**Task brief:** Please return the listing below word for word, minus its pictures.

**Records for this exercise:**
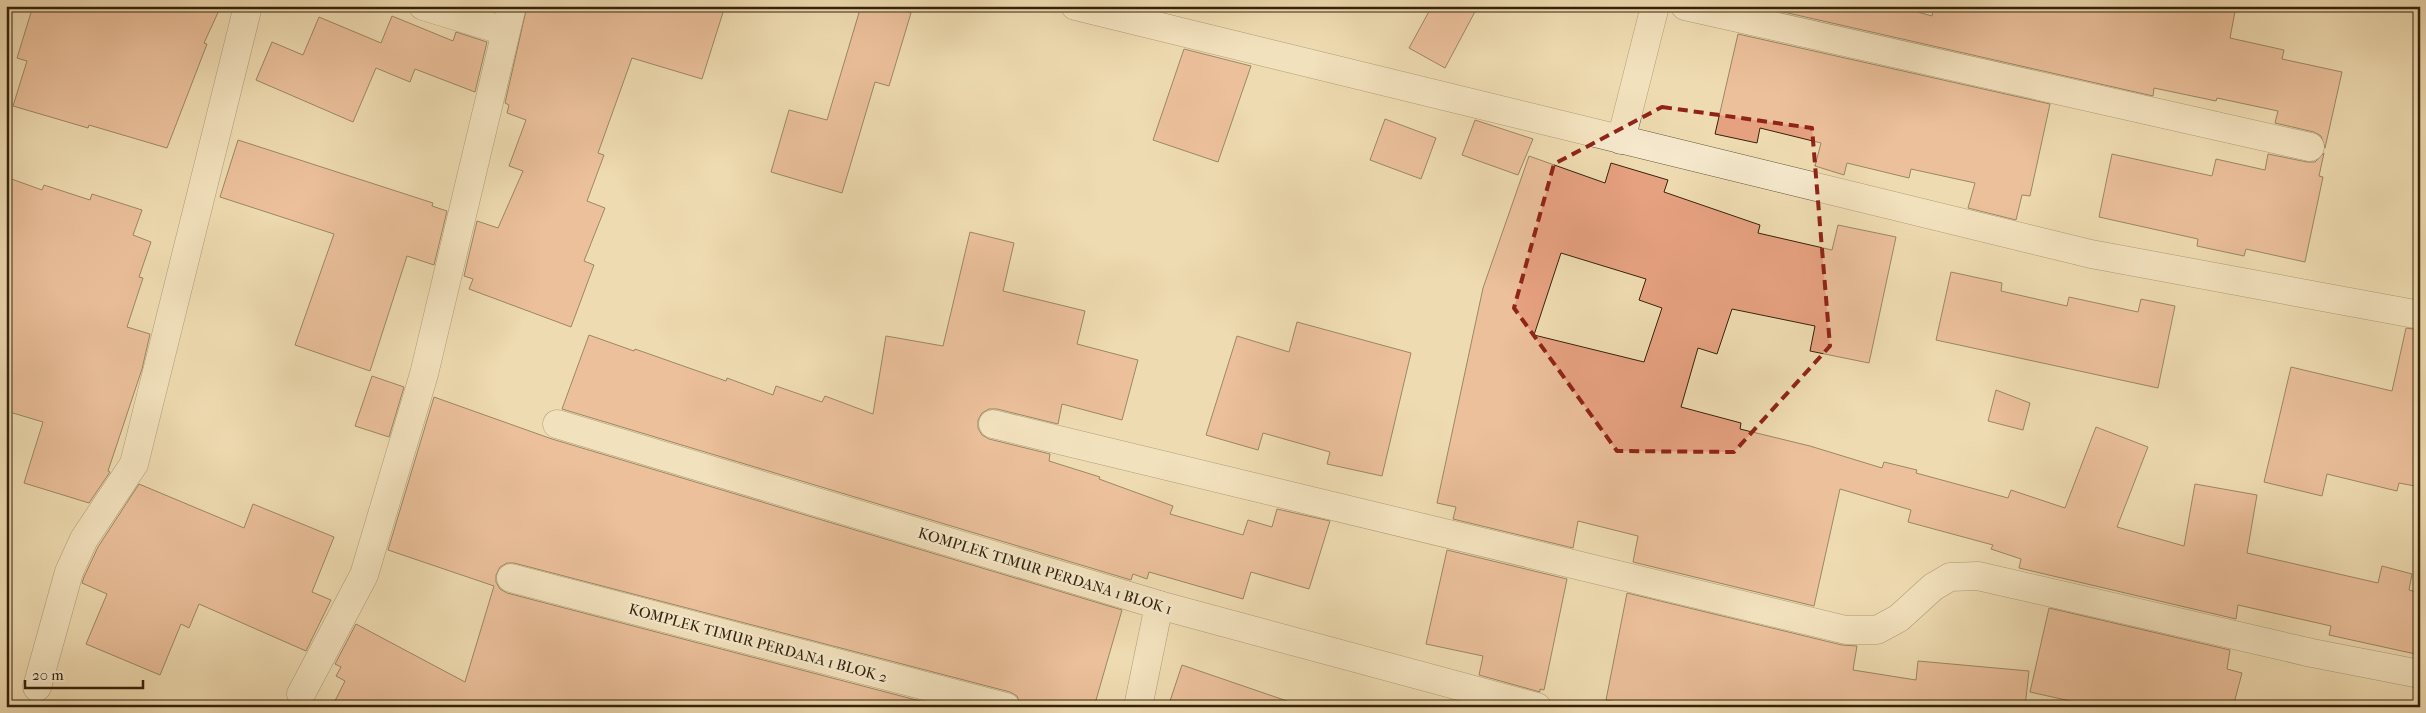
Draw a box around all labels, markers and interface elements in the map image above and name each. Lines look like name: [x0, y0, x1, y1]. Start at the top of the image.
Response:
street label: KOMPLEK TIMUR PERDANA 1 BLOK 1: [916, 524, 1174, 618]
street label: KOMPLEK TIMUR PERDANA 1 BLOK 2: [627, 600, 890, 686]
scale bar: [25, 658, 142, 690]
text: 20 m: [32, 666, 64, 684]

**Response area:**
Draw a box around all labels, markers and interface elements in the map image above and name each. Lines look like name: [x0, y0, x1, y1]. Start at the top of the image.
Response:
street label: KOMPLEK TIMUR PERDANA 1 BLOK 1: [916, 524, 1174, 618]
street label: KOMPLEK TIMUR PERDANA 1 BLOK 2: [627, 600, 890, 686]
scale bar: [25, 658, 142, 690]
text: 20 m: [32, 666, 64, 684]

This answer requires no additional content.